(Beginning of Provided material)

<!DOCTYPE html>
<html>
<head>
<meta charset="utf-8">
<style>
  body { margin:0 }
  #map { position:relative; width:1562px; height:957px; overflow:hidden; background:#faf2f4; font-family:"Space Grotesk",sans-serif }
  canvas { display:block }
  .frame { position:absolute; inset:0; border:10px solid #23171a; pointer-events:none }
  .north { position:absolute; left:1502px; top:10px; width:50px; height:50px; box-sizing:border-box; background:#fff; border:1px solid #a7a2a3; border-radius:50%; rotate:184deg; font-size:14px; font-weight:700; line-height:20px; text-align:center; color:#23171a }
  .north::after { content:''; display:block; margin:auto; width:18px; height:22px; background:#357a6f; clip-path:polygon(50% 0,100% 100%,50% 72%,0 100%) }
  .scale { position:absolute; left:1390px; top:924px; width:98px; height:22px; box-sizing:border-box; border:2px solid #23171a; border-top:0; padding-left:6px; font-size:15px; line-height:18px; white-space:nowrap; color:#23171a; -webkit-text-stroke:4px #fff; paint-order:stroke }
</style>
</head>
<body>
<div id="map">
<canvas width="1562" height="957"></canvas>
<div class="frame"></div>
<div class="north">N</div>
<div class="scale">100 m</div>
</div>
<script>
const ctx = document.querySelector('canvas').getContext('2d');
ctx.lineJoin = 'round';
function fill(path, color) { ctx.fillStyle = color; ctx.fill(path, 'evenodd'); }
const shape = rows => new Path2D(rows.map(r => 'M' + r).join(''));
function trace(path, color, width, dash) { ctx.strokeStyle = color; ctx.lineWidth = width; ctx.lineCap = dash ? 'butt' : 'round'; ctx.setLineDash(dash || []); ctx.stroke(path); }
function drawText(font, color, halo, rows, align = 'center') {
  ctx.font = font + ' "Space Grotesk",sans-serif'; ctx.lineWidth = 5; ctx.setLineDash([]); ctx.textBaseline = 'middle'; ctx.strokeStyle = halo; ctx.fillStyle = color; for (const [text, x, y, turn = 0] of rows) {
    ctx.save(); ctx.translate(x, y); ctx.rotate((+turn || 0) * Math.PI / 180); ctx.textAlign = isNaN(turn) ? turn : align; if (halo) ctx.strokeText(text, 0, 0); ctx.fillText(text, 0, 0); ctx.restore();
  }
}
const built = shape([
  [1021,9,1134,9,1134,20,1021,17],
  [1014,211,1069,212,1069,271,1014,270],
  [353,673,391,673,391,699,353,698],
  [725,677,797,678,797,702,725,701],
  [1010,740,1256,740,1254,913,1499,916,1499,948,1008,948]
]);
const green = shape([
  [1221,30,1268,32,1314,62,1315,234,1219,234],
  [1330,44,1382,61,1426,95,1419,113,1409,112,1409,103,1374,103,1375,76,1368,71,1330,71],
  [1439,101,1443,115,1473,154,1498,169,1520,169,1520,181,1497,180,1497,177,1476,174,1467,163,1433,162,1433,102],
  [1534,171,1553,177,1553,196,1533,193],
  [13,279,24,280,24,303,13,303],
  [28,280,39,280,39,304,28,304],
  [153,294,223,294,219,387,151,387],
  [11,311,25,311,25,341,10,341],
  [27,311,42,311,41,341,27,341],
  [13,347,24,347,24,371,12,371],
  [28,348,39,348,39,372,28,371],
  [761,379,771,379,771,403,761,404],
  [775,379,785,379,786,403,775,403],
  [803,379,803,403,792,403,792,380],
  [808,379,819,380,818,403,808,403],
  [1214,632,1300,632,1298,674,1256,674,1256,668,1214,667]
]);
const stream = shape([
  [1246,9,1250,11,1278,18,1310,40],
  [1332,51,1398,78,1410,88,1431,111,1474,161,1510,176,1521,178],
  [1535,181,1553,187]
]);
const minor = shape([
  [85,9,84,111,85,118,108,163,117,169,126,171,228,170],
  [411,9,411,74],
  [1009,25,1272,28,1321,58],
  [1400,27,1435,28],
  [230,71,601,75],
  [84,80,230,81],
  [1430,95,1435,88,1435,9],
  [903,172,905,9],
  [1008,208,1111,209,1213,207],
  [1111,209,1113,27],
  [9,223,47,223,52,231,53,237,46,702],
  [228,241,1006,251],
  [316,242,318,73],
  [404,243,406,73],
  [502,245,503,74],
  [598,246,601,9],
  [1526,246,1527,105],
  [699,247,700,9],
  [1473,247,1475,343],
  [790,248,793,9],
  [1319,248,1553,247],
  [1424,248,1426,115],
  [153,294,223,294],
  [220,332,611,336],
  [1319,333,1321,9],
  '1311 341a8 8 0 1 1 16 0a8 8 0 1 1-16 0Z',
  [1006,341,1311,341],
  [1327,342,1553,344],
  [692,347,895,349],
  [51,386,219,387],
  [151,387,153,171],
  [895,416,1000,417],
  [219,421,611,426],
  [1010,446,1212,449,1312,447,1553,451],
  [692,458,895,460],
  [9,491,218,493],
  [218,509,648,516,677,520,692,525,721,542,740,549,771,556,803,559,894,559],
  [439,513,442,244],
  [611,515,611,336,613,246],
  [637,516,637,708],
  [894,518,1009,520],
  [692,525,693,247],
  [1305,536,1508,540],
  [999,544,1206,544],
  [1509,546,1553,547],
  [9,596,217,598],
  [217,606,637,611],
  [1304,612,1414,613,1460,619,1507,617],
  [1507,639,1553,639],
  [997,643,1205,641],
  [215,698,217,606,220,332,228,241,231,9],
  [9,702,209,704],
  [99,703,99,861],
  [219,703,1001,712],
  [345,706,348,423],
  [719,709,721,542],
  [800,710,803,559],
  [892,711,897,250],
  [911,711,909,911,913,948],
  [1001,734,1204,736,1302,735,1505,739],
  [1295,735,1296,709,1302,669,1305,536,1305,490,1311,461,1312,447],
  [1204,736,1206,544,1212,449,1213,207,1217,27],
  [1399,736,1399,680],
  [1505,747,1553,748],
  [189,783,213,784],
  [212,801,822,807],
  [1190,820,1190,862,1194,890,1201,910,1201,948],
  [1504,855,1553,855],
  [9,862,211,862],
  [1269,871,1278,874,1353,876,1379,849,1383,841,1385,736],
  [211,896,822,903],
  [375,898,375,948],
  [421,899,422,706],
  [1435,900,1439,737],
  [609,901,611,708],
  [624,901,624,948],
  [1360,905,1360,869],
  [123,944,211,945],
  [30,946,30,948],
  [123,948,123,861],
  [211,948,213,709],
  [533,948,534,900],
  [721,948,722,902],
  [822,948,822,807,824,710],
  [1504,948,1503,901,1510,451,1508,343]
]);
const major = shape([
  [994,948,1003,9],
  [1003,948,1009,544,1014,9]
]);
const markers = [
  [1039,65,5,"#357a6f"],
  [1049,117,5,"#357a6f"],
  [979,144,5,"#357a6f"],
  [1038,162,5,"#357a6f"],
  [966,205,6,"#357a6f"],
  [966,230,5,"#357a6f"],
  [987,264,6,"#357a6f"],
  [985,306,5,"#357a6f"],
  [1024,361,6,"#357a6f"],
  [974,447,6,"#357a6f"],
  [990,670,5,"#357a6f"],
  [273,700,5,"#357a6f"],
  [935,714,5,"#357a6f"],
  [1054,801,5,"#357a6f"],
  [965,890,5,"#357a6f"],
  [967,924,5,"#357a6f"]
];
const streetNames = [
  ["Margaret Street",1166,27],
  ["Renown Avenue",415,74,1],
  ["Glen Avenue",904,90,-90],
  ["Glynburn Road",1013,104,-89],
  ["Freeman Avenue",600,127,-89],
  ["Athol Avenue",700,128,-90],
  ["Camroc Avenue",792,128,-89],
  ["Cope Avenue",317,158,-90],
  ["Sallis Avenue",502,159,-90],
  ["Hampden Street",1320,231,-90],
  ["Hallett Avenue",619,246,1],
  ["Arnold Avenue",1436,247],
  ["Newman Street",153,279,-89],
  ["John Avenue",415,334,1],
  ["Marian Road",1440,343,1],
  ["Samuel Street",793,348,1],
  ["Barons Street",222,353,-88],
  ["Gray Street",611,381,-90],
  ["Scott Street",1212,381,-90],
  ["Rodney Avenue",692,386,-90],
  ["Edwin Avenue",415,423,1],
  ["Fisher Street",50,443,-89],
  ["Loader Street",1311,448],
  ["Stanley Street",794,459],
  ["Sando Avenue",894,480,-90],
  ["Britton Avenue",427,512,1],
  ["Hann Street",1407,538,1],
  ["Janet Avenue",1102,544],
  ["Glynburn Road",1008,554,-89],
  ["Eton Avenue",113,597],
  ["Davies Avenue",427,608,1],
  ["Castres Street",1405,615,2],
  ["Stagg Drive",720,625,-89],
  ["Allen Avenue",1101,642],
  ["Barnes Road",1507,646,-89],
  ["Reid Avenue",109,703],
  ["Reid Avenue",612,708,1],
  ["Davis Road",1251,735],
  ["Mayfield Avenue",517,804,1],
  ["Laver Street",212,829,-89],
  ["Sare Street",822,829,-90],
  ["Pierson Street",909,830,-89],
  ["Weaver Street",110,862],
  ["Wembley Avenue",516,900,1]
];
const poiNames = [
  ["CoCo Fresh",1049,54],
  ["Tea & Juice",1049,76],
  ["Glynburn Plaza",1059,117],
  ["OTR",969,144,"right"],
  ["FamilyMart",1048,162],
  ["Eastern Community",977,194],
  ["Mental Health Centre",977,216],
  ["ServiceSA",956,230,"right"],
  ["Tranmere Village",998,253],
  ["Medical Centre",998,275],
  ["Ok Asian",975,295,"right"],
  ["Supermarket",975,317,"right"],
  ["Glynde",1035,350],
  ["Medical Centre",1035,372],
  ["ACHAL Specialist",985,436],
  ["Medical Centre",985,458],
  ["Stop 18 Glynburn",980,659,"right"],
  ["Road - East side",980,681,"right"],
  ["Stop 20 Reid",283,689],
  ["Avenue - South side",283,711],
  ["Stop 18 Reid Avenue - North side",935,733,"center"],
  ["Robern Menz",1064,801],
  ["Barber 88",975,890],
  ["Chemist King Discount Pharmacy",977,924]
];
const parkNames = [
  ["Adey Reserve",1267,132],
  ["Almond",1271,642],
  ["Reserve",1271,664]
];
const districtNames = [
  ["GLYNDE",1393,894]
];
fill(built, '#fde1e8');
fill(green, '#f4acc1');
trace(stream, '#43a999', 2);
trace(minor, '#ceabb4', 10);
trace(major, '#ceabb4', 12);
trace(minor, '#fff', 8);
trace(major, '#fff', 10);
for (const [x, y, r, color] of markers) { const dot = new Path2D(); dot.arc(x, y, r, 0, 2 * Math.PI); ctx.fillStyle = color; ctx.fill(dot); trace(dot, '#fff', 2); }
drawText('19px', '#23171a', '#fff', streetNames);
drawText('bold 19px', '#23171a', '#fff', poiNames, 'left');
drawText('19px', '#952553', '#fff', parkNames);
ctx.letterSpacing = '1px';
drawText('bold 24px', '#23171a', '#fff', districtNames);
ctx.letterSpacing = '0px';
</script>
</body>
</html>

(End of Provided material)

* [Your task]: Within the entries, determine the count of lines containing the string "canvas" and output it alone.

* [Completed task]: 3